§ **WHAT THE EXERCISE ASKS**: Repeat each entry exactly; omit all pictures.

§ **DATASET ENTRIES**:
•••

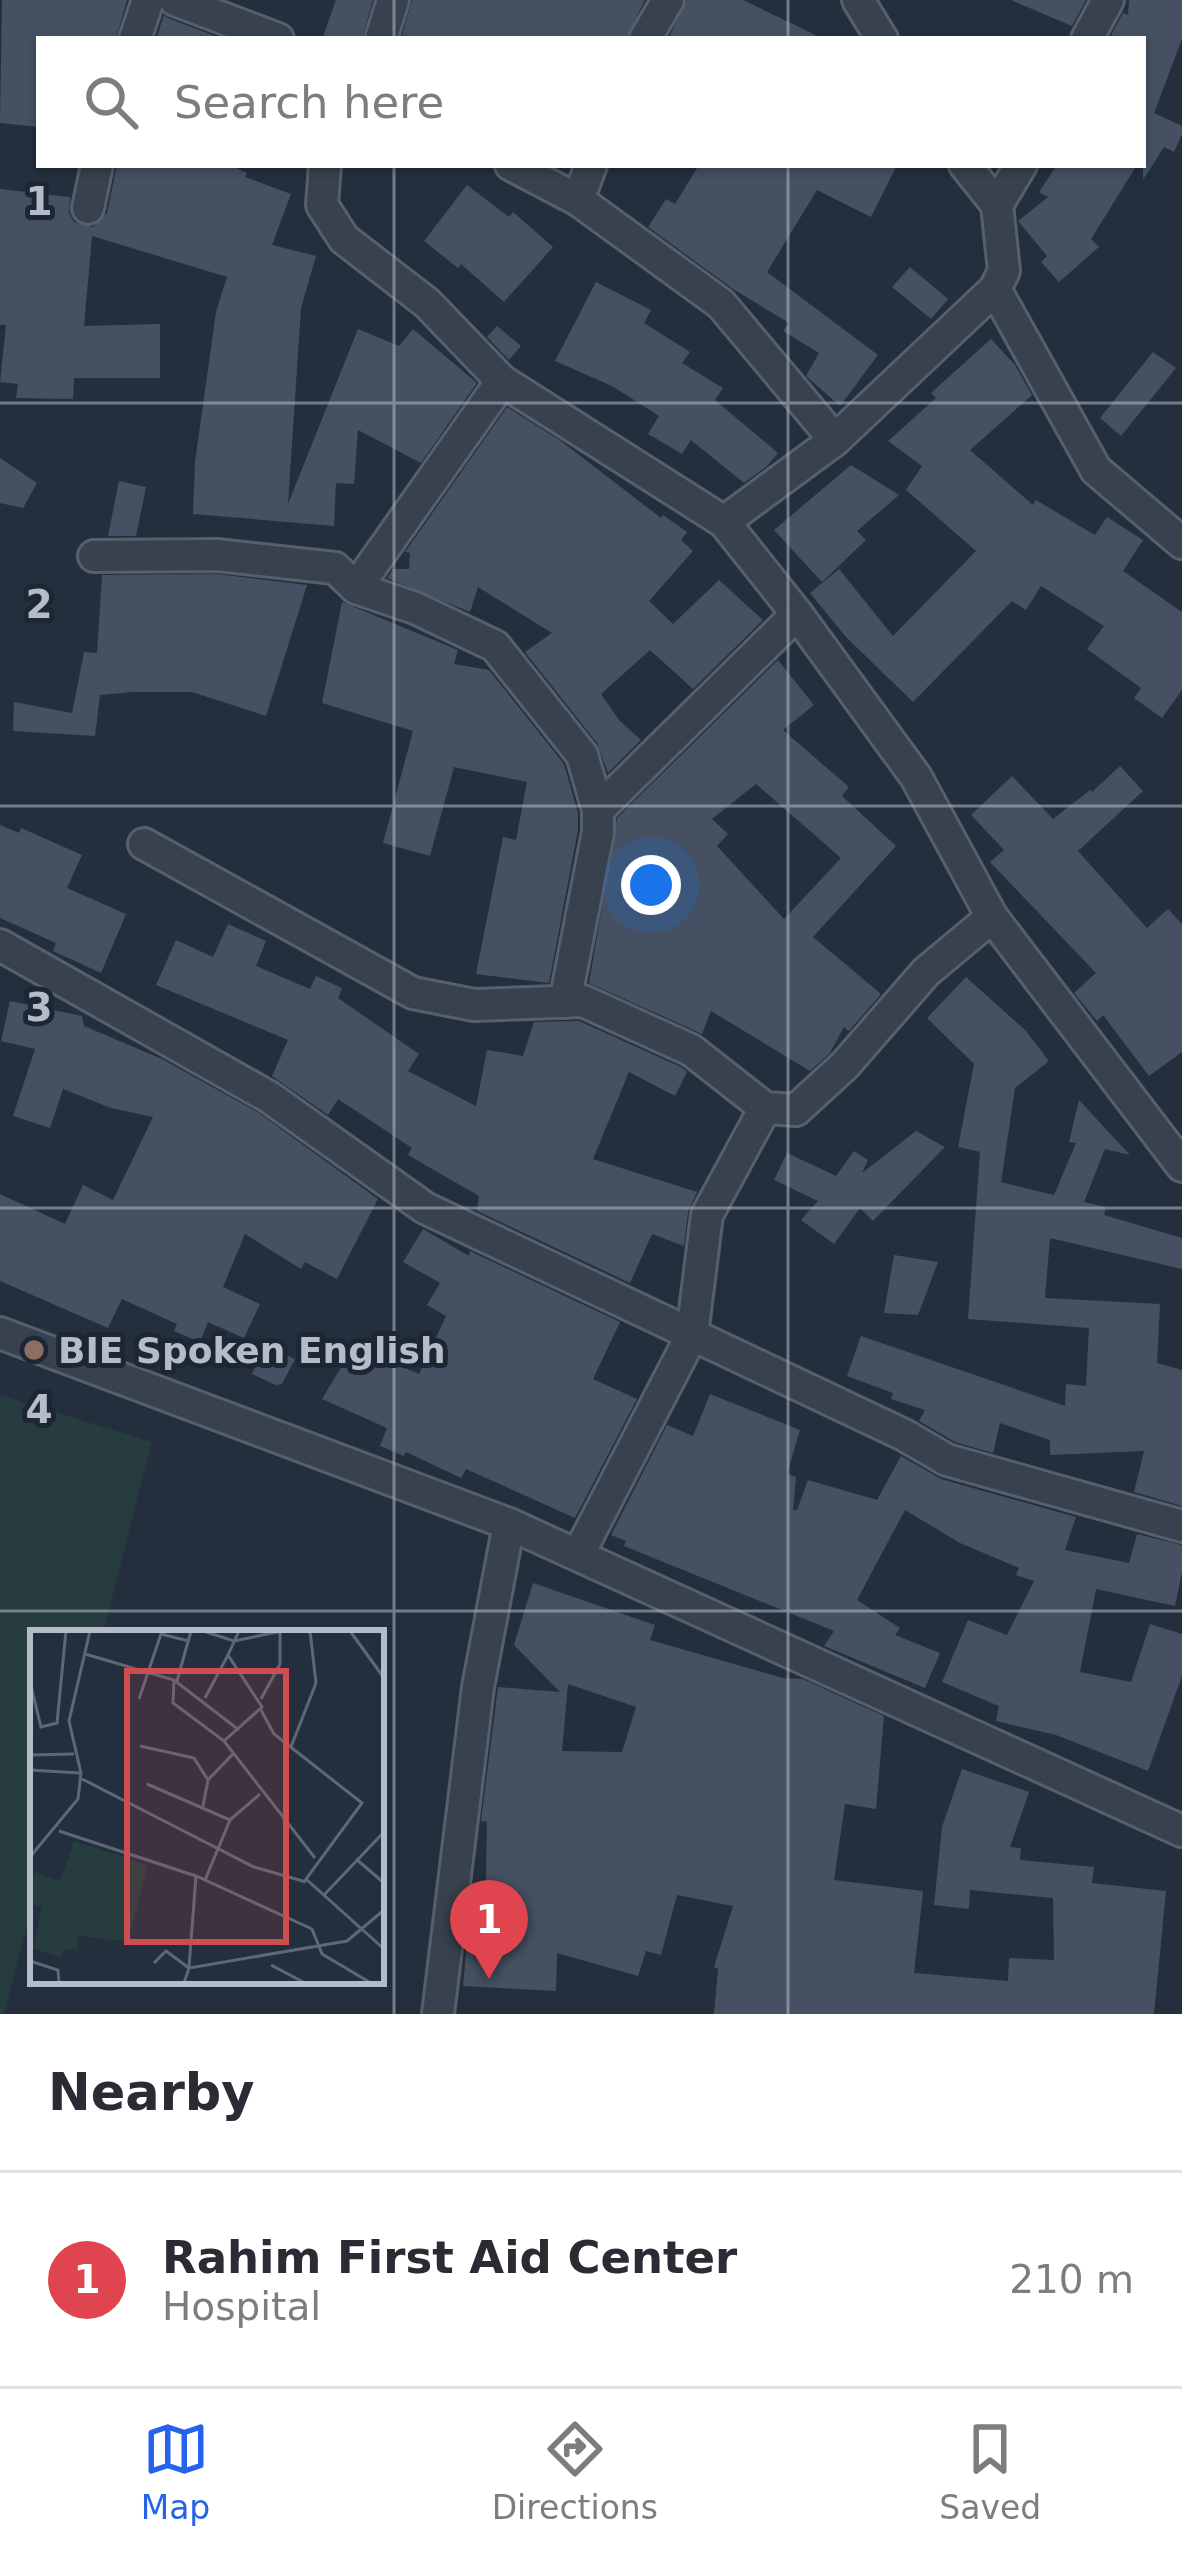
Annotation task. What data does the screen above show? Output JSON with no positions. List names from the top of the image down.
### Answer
{
  "places": ["BIE Spoken English"],
  "page": {
    "search": "Search here",
    "pins": "1",
    "heading": "Nearby",
    "list": [
      {
        "mark": "1",
        "name": "Rahim First Aid Center",
        "note": "Hospital",
        "value": "210 m"
      }
    ],
    "nav": ["Map", "Directions", "Saved"]
  },
  "grid": {
    "rows": [
      "1",
      "2",
      "3",
      "4"
    ]
  }
}
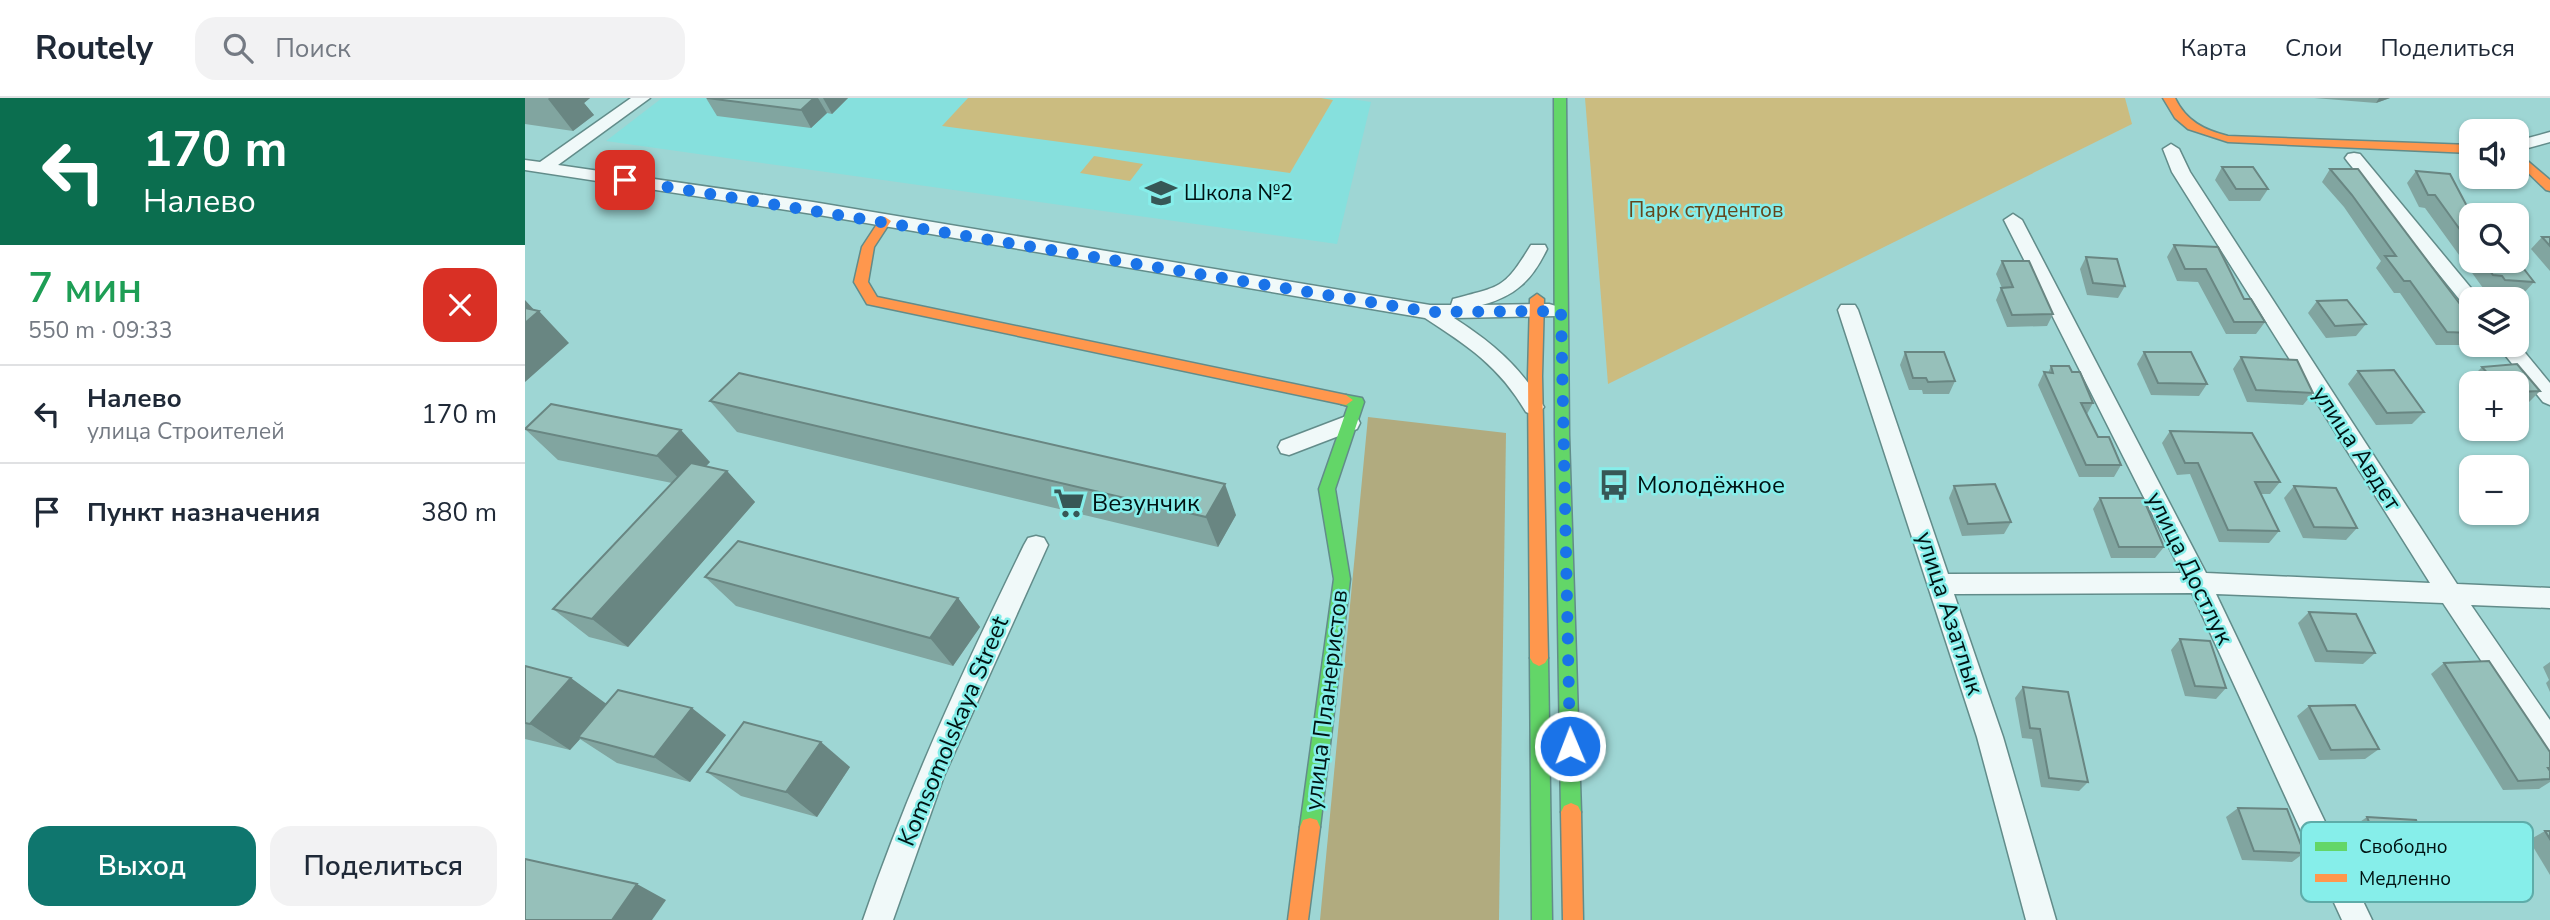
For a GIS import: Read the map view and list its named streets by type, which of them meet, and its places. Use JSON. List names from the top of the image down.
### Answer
{
  "streets": {
    "main road": ["улица Планеристов"],
    "street": [
      "улица Авдет",
      "улица Достлук",
      "улица Азатлык",
      "Komsomolskaya Street"
    ]
  },
  "parks": ["Парк студентов"],
  "places": {
    "school or university": ["Школа №2"],
    "bus stop": ["Молодёжное"],
    "supermarket": ["Везунчик"]
  },
  "legend": ["Свободно", "Медленно"],
  "page": {
    "header": "Routely",
    "search": "Поиск",
    "nav": ["Карта", "Слои", "Поделиться"],
    "turn": ["170 m", "Налево"],
    "map_buttons": ["+", "−"],
    "heading": ["7 мин", "550 m · 09:33"],
    "list": [
      {
        "name": "Налево",
        "note": "улица Строителей",
        "value": "170 m"
      },
      {
        "name": "Пункт назначения",
        "value": "380 m"
      }
    ],
    "buttons": ["Выход", "Поделиться"]
  }
}
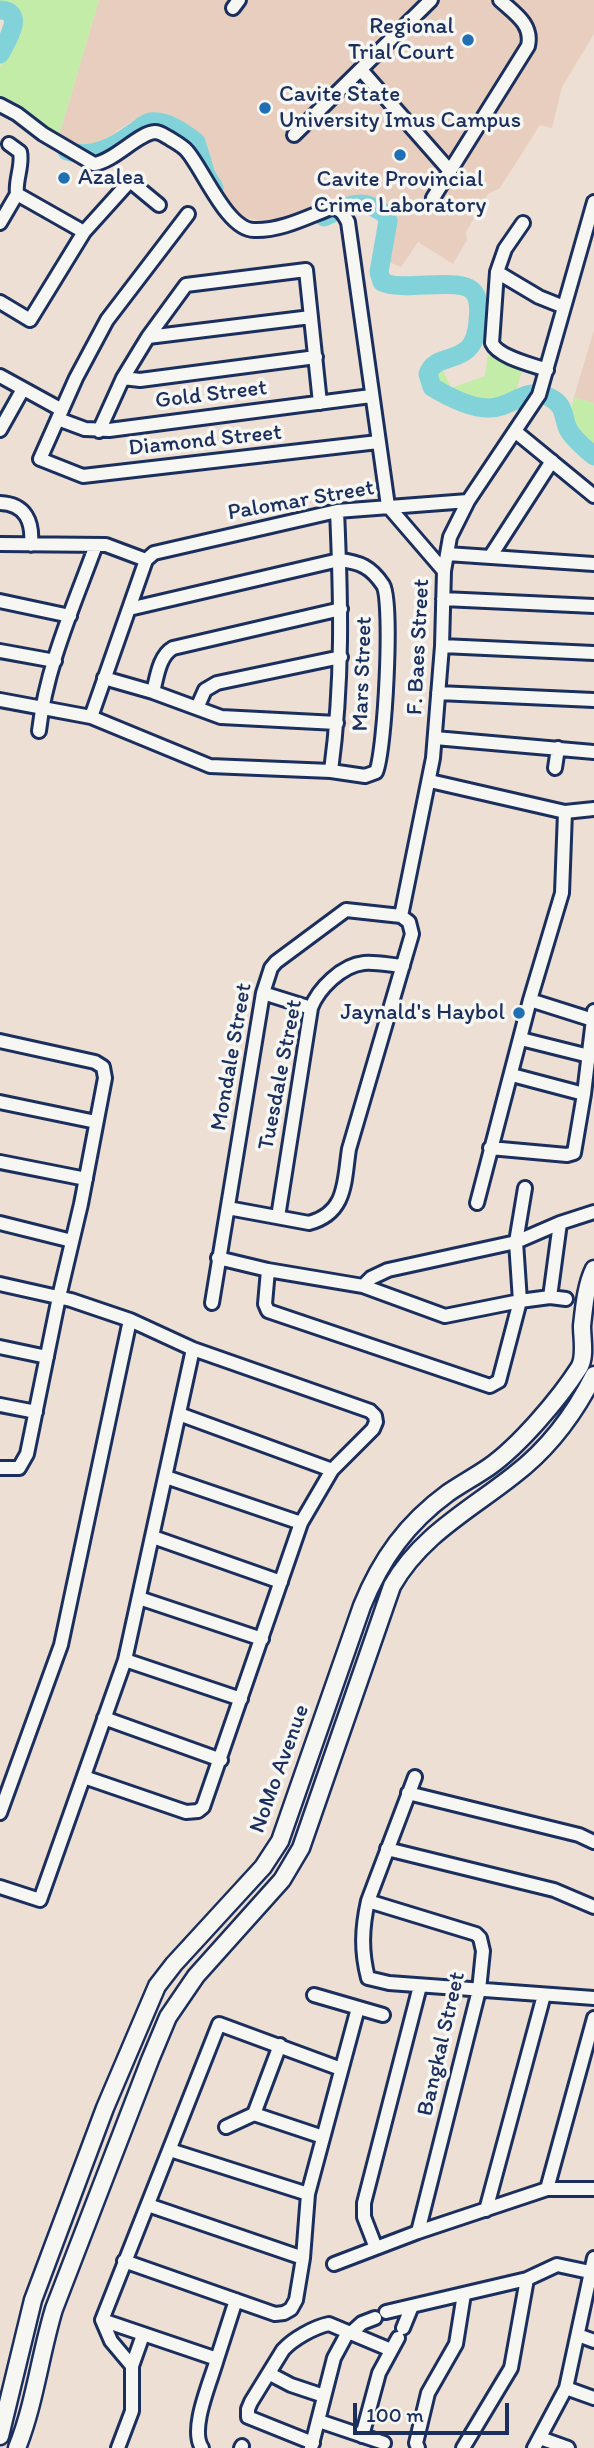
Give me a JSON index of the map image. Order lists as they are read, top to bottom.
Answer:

•••

§ **RESULT OF THE EXERCISE**:
Annotation task. What data does the screen above show? Output JSON with no positions. List names from the top of the image down.
### Answer
{
  "places": ["BIE Spoken English"],
  "page": {
    "search": "Search here",
    "pins": "1",
    "heading": "Nearby",
    "list": [
      {
        "mark": "1",
        "name": "Rahim First Aid Center",
        "note": "Hospital",
        "value": "210 m"
      }
    ],
    "nav": ["Map", "Directions", "Saved"]
  },
  "grid": {
    "rows": [
      "1",
      "2",
      "3",
      "4"
    ]
  }
}
For a GIS import: Read the map view and list its named streets by type, which of them meet, and its places. Use JSON. List names from the top of the image down.
### Answer
{
  "streets": {
    "main road": ["улица Планеристов"],
    "street": [
      "улица Авдет",
      "улица Достлук",
      "улица Азатлык",
      "Komsomolskaya Street"
    ]
  },
  "parks": ["Парк студентов"],
  "places": {
    "school or university": ["Школа №2"],
    "bus stop": ["Молодёжное"],
    "supermarket": ["Везунчик"]
  },
  "legend": ["Свободно", "Медленно"],
  "page": {
    "header": "Routely",
    "search": "Поиск",
    "nav": ["Карта", "Слои", "Поделиться"],
    "turn": ["170 m", "Налево"],
    "map_buttons": ["+", "−"],
    "heading": ["7 мин", "550 m · 09:33"],
    "list": [
      {
        "name": "Налево",
        "note": "улица Строителей",
        "value": "170 m"
      },
      {
        "name": "Пункт назначения",
        "value": "380 m"
      }
    ],
    "buttons": ["Выход", "Поделиться"]
  }
}
Give me a JSON index of the map image. Order lists as they are read, top to bottom.
Answer:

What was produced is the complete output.